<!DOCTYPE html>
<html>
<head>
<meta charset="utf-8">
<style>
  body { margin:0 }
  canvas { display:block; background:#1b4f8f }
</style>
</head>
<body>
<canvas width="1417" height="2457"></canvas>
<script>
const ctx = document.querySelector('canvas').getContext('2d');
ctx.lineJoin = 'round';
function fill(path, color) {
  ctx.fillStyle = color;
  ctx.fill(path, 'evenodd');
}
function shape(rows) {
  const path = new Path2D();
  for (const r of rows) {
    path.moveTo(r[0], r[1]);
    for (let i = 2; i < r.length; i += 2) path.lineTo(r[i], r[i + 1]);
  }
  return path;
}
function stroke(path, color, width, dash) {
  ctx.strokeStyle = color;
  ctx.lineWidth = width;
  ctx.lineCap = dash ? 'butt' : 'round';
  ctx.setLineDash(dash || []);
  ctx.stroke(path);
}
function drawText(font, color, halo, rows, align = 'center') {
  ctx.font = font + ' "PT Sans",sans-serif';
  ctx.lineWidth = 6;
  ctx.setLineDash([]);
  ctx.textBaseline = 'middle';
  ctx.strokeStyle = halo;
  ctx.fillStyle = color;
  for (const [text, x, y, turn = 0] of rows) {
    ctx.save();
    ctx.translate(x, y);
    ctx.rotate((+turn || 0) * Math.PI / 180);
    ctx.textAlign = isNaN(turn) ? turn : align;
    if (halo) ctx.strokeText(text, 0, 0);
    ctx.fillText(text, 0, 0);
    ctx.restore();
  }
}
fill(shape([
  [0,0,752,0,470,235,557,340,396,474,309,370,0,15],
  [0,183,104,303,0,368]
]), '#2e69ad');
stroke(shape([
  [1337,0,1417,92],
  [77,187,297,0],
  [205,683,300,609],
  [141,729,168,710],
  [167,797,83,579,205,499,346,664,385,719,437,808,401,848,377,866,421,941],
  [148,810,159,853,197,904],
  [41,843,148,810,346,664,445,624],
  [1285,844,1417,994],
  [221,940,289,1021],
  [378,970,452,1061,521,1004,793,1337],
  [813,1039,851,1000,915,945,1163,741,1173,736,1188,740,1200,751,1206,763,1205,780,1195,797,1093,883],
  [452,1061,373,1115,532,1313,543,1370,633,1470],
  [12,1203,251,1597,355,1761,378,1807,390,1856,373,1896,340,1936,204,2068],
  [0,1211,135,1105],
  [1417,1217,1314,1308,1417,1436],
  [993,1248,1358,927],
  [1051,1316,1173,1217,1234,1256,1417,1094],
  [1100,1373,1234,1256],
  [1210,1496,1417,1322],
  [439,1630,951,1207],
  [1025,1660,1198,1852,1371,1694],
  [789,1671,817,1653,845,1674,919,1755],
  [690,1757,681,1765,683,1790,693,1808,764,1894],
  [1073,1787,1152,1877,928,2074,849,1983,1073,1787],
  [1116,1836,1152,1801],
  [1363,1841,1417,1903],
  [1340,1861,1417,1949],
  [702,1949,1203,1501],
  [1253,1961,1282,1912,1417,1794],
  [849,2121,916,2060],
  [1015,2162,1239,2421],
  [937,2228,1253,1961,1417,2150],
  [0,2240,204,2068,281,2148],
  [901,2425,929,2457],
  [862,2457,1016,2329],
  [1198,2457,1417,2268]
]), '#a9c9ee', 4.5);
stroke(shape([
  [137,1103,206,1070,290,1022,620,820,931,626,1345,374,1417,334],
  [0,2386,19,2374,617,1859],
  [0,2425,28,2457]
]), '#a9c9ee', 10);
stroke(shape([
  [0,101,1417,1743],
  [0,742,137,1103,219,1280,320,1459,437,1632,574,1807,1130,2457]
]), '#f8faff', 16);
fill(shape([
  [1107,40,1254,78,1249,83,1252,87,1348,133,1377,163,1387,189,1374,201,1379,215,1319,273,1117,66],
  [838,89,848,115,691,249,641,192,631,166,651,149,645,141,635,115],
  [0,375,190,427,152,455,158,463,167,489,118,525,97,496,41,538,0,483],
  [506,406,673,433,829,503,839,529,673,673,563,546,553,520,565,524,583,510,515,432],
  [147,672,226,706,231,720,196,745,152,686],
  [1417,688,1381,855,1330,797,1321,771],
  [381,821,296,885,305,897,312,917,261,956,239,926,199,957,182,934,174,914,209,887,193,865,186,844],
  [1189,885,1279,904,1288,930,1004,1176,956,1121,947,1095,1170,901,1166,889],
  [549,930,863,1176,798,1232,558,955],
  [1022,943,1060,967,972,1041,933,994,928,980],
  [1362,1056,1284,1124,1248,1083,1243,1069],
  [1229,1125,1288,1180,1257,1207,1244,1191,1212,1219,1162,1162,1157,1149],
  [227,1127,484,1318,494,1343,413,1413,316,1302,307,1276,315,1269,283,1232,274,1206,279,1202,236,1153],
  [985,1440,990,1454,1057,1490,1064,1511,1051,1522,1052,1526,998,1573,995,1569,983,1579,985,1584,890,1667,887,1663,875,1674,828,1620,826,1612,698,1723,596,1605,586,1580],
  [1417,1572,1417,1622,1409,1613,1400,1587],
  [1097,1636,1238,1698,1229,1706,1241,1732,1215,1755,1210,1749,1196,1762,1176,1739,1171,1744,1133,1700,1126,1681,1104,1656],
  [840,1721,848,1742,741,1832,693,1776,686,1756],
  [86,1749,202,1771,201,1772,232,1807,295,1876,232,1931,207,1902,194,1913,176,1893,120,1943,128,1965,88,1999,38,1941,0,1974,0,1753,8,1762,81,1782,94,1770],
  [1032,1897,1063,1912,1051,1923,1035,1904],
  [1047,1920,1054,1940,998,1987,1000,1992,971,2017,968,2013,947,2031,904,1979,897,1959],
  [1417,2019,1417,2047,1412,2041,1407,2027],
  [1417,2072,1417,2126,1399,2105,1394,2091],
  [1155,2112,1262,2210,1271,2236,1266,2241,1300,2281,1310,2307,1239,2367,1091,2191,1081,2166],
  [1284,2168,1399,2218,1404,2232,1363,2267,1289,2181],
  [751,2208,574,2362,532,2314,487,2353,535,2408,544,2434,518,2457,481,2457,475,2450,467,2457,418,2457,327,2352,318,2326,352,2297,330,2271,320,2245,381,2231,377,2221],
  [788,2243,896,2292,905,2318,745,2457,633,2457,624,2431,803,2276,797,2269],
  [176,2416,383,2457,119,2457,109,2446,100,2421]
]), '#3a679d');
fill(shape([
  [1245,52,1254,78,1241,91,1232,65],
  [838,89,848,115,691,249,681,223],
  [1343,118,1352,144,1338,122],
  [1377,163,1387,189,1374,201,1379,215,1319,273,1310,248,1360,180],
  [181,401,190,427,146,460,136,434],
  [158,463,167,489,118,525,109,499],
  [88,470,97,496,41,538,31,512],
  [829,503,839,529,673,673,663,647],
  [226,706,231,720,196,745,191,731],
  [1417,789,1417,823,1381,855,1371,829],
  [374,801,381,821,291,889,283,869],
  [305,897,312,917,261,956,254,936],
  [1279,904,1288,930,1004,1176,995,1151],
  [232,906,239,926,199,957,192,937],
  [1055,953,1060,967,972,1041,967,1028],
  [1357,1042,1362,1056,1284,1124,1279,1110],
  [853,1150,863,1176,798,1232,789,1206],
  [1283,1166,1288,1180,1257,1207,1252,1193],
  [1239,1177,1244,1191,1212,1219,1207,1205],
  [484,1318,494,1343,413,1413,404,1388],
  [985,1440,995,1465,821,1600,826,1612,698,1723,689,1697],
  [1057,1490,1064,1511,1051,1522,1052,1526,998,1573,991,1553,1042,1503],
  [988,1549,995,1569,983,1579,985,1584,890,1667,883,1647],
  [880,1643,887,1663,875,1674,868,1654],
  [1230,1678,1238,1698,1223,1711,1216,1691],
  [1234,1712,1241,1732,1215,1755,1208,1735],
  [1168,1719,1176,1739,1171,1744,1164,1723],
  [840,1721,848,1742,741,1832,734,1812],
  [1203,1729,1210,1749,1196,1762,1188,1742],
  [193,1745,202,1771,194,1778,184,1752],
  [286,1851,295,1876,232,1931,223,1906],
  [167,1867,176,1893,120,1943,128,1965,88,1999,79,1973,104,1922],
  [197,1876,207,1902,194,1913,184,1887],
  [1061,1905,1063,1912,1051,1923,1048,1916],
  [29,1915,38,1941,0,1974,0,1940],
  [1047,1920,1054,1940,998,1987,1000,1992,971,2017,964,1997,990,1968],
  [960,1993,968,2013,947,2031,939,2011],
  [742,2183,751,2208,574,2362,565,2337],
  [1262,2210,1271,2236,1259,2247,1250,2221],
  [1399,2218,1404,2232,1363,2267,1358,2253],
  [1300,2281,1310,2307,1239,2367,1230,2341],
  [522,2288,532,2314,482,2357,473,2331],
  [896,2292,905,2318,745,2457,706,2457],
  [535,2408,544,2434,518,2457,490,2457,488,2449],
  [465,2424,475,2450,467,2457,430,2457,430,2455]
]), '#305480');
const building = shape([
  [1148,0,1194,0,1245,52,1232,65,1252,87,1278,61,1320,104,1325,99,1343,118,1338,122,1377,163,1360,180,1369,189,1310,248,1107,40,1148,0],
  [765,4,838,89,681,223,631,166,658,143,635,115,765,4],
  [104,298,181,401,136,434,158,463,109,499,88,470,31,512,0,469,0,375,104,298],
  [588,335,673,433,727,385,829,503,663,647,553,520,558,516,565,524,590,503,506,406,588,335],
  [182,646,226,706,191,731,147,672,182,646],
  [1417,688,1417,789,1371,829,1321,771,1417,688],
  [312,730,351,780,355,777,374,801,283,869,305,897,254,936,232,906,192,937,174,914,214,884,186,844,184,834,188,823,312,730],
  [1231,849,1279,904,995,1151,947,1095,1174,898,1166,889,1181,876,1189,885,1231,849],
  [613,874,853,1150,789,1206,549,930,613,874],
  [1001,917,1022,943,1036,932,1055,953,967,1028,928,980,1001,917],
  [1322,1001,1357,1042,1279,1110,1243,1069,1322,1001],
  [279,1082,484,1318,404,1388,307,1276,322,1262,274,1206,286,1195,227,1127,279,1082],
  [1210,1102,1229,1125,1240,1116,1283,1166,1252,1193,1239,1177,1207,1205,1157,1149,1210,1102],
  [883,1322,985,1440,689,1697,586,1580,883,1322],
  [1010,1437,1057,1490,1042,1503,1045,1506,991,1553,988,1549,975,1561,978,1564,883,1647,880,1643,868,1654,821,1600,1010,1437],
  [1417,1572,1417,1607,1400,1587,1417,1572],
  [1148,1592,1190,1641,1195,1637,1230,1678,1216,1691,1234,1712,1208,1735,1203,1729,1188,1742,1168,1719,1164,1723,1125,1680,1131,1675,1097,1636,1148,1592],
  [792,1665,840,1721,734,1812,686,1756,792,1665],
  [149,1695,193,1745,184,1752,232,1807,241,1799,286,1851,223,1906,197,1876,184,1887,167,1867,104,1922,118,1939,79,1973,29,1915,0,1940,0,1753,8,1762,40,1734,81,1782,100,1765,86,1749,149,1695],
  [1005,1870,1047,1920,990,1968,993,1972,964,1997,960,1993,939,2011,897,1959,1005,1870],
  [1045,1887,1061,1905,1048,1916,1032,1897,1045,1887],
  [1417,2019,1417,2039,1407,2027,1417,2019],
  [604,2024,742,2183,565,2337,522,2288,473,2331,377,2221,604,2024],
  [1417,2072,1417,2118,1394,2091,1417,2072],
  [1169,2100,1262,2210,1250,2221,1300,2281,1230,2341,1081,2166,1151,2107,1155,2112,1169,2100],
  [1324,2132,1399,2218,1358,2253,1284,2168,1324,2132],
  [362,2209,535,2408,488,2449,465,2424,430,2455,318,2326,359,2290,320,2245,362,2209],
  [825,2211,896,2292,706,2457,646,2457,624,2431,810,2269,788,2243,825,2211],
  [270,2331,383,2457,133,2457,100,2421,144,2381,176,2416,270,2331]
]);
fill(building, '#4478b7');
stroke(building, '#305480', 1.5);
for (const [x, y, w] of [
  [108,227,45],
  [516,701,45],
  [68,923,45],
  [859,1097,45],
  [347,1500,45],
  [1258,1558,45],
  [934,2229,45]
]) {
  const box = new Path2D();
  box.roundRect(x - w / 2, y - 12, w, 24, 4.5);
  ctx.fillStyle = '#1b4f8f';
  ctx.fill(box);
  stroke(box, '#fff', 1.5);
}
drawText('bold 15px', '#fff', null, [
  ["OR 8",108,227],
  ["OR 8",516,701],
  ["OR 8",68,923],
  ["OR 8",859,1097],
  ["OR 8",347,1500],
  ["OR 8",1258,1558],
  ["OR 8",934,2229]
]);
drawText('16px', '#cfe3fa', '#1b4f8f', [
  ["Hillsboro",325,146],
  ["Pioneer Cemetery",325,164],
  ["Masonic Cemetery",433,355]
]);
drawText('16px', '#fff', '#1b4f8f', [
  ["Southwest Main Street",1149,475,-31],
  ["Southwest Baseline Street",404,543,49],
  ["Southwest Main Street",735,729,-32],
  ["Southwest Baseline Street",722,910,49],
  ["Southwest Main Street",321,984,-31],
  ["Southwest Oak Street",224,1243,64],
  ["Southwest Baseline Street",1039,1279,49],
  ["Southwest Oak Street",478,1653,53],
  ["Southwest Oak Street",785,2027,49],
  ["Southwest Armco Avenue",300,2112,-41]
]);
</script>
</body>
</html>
_ _ _ _ _ _ _
_INSTRUCTIONS TO FOLLOW_. The required answer is the run of lines above, starting at the line with "ctx.textBaseline = 'middle';" and ending at the line with "[0,183,104,303,0,368]", reproduced exactly with both ends.

_TASK SOLUTION_.
  ctx.textBaseline = 'middle';
  ctx.strokeStyle = halo;
  ctx.fillStyle = color;
  for (const [text, x, y, turn = 0] of rows) {
    ctx.save();
    ctx.translate(x, y);
    ctx.rotate((+turn || 0) * Math.PI / 180);
    ctx.textAlign = isNaN(turn) ? turn : align;
    if (halo) ctx.strokeText(text, 0, 0);
    ctx.fillText(text, 0, 0);
    ctx.restore();
  }
}
fill(shape([
  [0,0,752,0,470,235,557,340,396,474,309,370,0,15],
  [0,183,104,303,0,368]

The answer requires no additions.